Project Summary Alzheimer’s disease (AD) is one of the most common aging-related diseases, affecting more than 5.5 million Americans age 65 and older and thus creating enormous socioeconomic burden. To date there is no cure for AD, due to our limited understanding of AD and biological processes of aging. We have found that two homologous miRNAs, miR-204 and miR-211, are essential for aged joint cells to maintain healthy homeostasis to counteract osteoarthritis (OA) pathogenesis. Interestingly, the mouse model with double knockout (dKO) of miR-204 and miR-211 displayed multiple pathological changes, mostly aging-related, such as OA in joints, hypermature cataracts with rupture, uveal melanosis, and retinal dysplasia in eyes, follicular dysplasia in skins, and valvular endocardiosis in hearts. Particularly, accelerated aging appears to occur in the brain of the dKO mice. Thus, the dKO mice may represent a unique, comprehensive model of aging. Deep sequencing of miRNAs has demonstrated that miR-204 is dominantly expressed in brain, and bioinformatic analysis reveals that multiple AD-associated genes may be targeted by miR-204/-211. In consideration of multiplexed aging phenotypes in the dKO mice, we hypothesize that miR-204 and miR-211 play important roles in brain pathophysiology and miR-204/-211 loss-of-function may exacerbate the pathogenesis of AD. Thus, we propose two Specific Aims in this supplement to expand our study of miRNA role in OA on AD, both diseases involving dysregulation of biological processes of aging. In Aim 1, we will identify AD-associated genes targeted by miR-204/-211 in brain cells, and in Aim 2, we will determine if miR-204/-211 loss-of-function exacerbates AD pathogenesis in a mouse model of AD. New insights uncovered from this study will deepen our understanding of AD and shed light into how accelerated aging occurs, thus advancing the development of innovative therapeutic options to treat numerous aging-related disorders including AD and OA.
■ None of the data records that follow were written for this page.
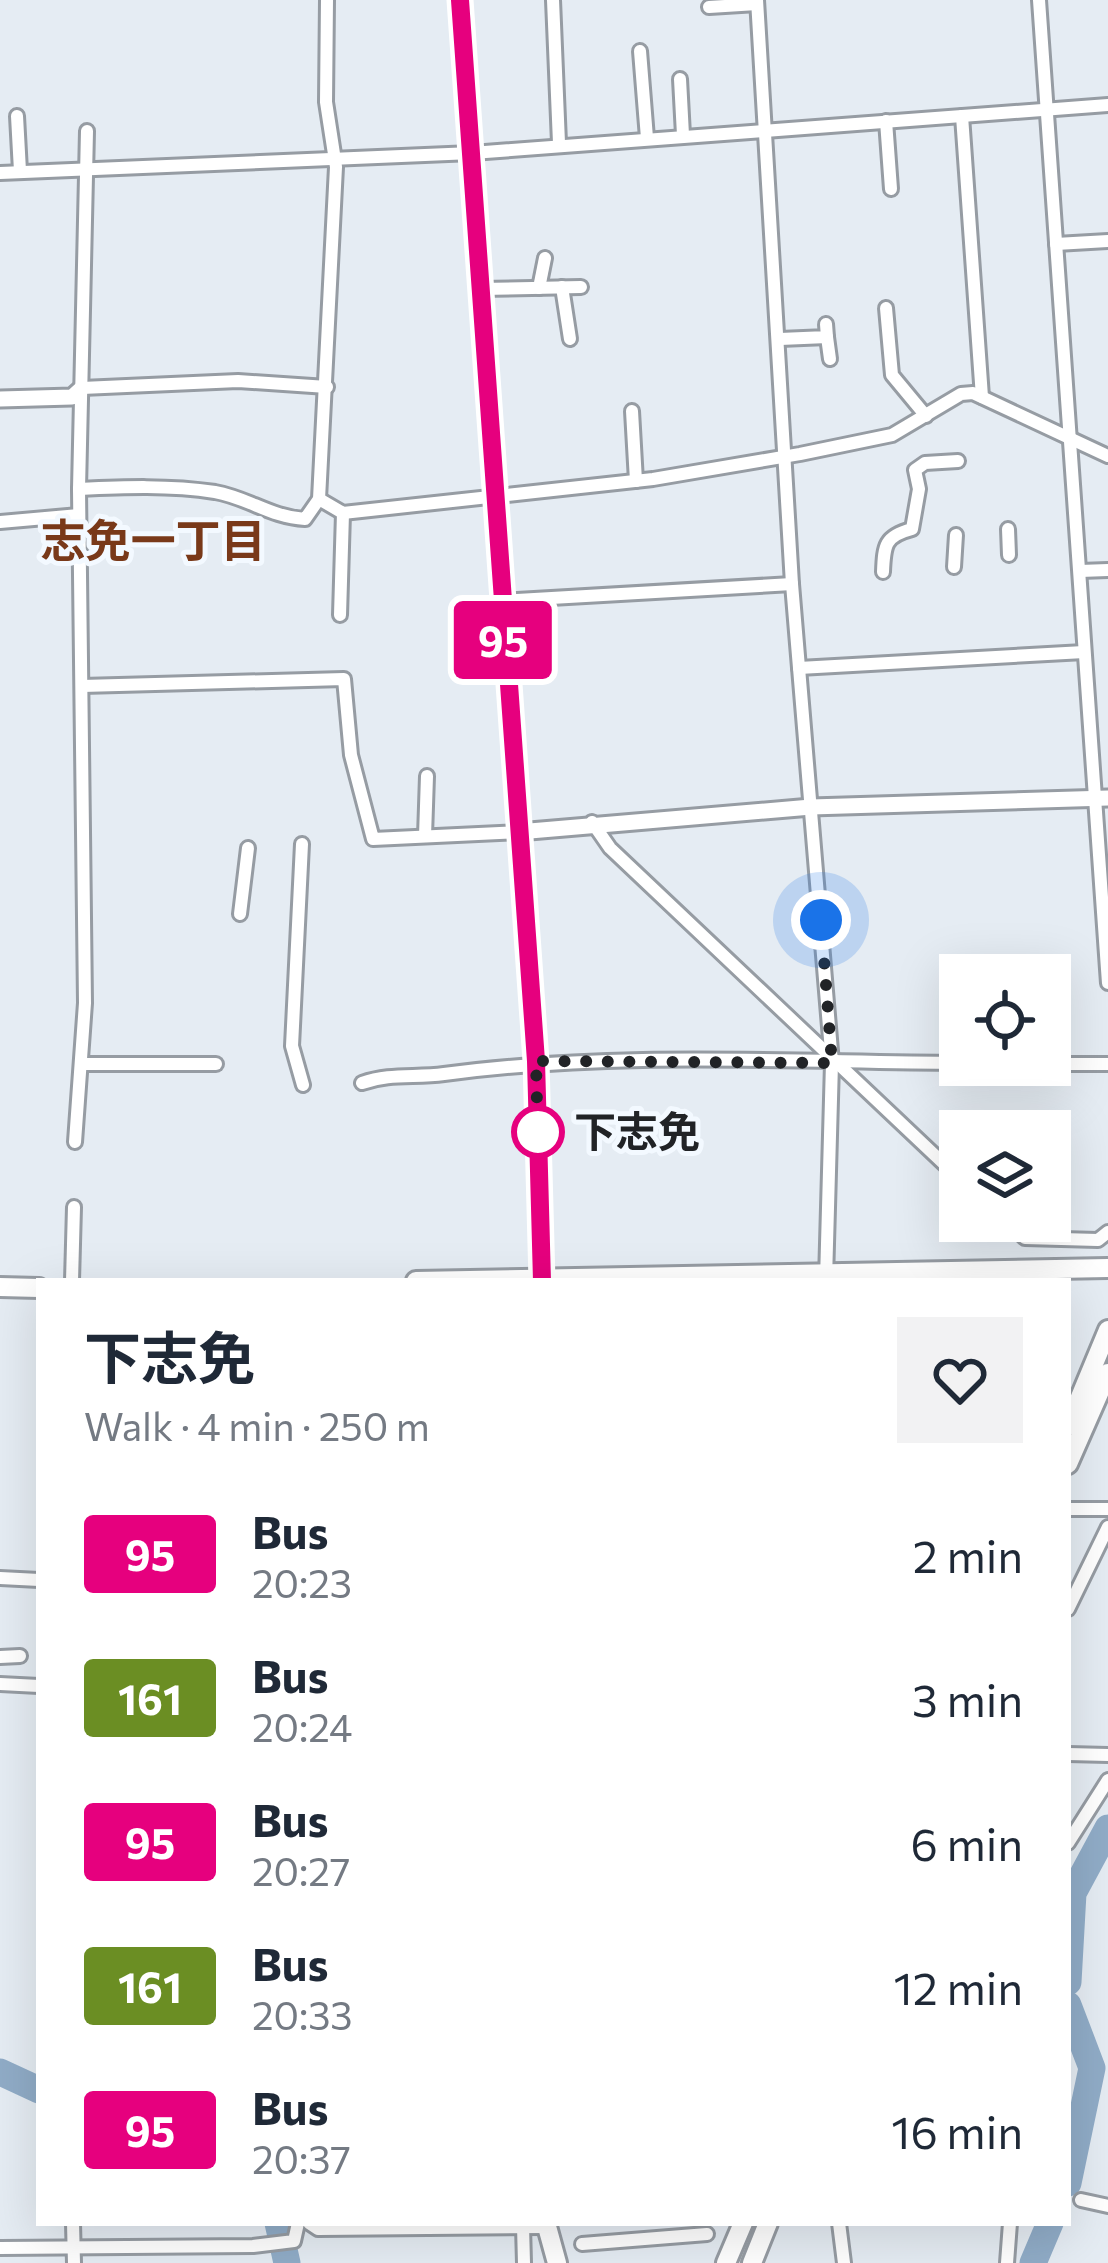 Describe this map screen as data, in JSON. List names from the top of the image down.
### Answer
{
  "districts": ["志免一丁目"],
  "places": ["下志免"],
  "lines": ["bus line 95"],
  "page": {
    "on_map": "95",
    "heading": ["下志免", "Walk · 4 min · 250 m"],
    "list": [
      {
        "mark": "95",
        "name": "Bus",
        "note": "20:23",
        "value": "2 min"
      },
      {
        "mark": "161",
        "name": "Bus",
        "note": "20:24",
        "value": "3 min"
      },
      {
        "mark": "95",
        "name": "Bus",
        "note": "20:27",
        "value": "6 min"
      },
      {
        "mark": "161",
        "name": "Bus",
        "note": "20:33",
        "value": "12 min"
      },
      {
        "mark": "95",
        "name": "Bus",
        "note": "20:37",
        "value": "16 min"
      }
    ]
  }
} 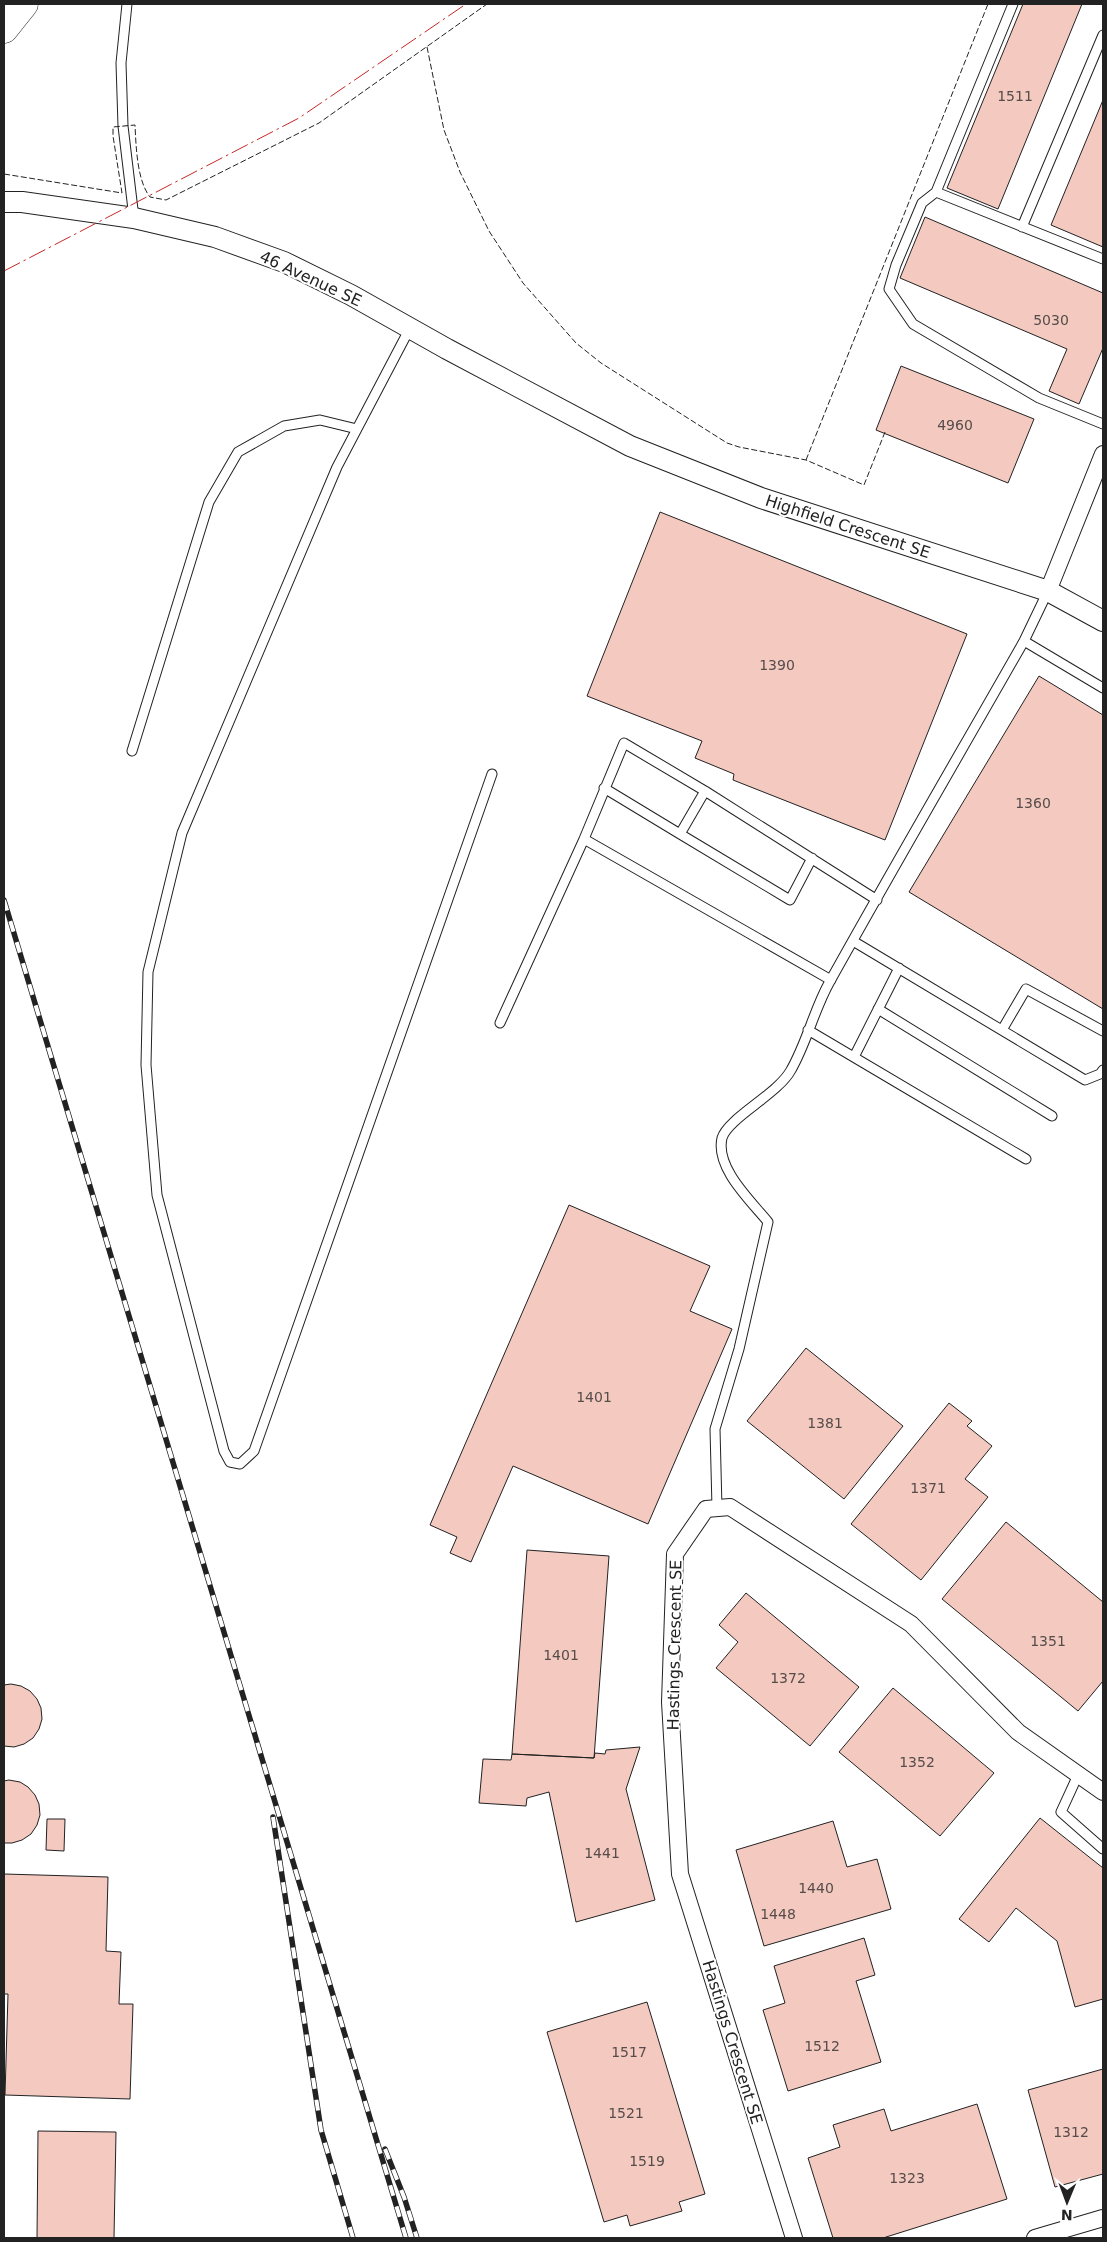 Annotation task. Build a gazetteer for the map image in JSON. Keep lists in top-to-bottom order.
{
  "streets": {
    "street": ["46 Avenue SE", "Highfield Crescent SE", "Hastings Crescent SE"]
  },
  "crossings": [
    ["46 Avenue SE", "Highfield Crescent SE"]
  ],
  "house_numbers": [
    "1511",
    "5030",
    "4960",
    "1390",
    "1360",
    "1401",
    "1381",
    "1371",
    "1351",
    "1401",
    "1372",
    "1352",
    "1441",
    "1440",
    "1448",
    "1512",
    "1517",
    "1521",
    "1312",
    "1519",
    "1323"
  ],
  "north": "bottom"
} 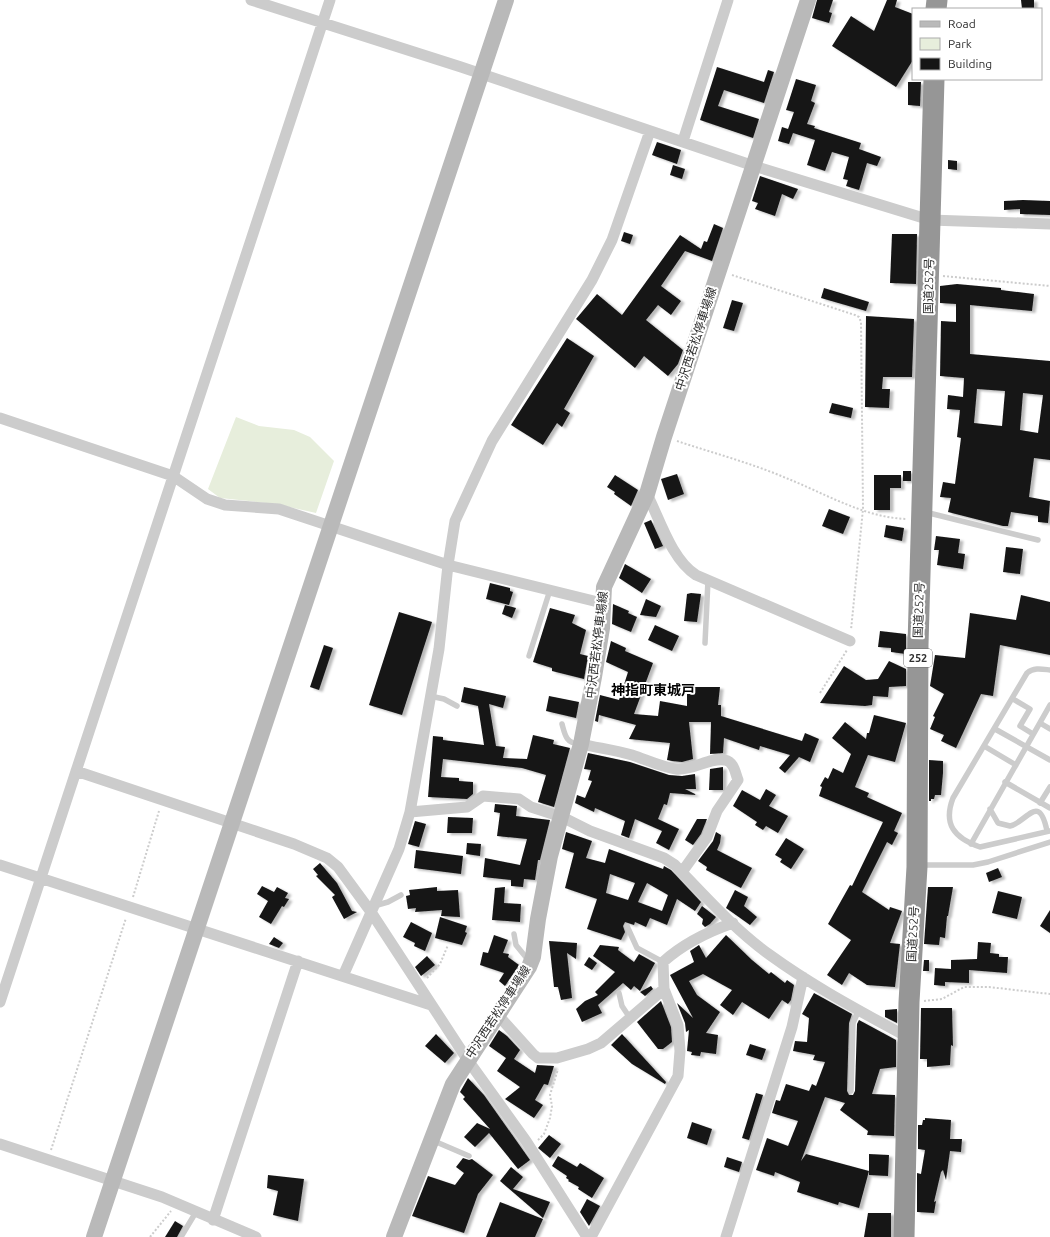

项目摘要 阿尔茨海默病（AD）是最常见的与衰老有关的疾病之一，影响超过550万人 65岁及以上的美国人，从而造成巨大的社会经济负担。迄今为止， AD，由于我们对AD和衰老的生物学过程的了解有限。我们发现， 同源miRNAs，miR-204和miR-211，对于老年关节细胞维持健康的稳态是必需的 以对抗骨关节炎（OA）发病机制。有趣的是，具有双敲除（dKO）的小鼠模型， miR-204和miR-211显示多种病理变化，大多数与衰老相关，如关节OA， 过熟白内障破裂、葡萄膜黑变病和眼睛中的视网膜发育不良、皮肤中的滤泡发育不良， 和心脏瓣膜性心内膜炎。特别是，加速老化似乎发生在dKO的大脑中， 小鼠因此，dKO小鼠可能代表了一种独特的、全面的衰老模型。的深度测序 miRNAs已经证明miR-204主要在脑中表达，生物信息学分析显示， miR-204/-211可能靶向多种AD相关基因。考虑到多重老化 在dKO小鼠中，我们假设miR-204和miR-211在脑组织中起重要作用， 病理生理学和miR-204/-211功能丧失可能加剧AD的发病机制。因此我们 在本补充中提出了两个具体目标，以扩大我们在OA和AD中miRNA作用的研究，这两种疾病 涉及衰老的生物过程失调。在目标1中，我们将识别AD相关基因 在目标2中，我们将确定miR-204/-211功能丧失是否与脑细胞中的miR-204/-211靶向相关。 加重AD小鼠模型中的AD发病机制。从这项研究中发现的新见解将加深 我们对AD的理解，揭示了加速衰老是如何发生的，从而推动了 创新的治疗选择，以治疗许多与衰老有关的疾病，包括AD和OA。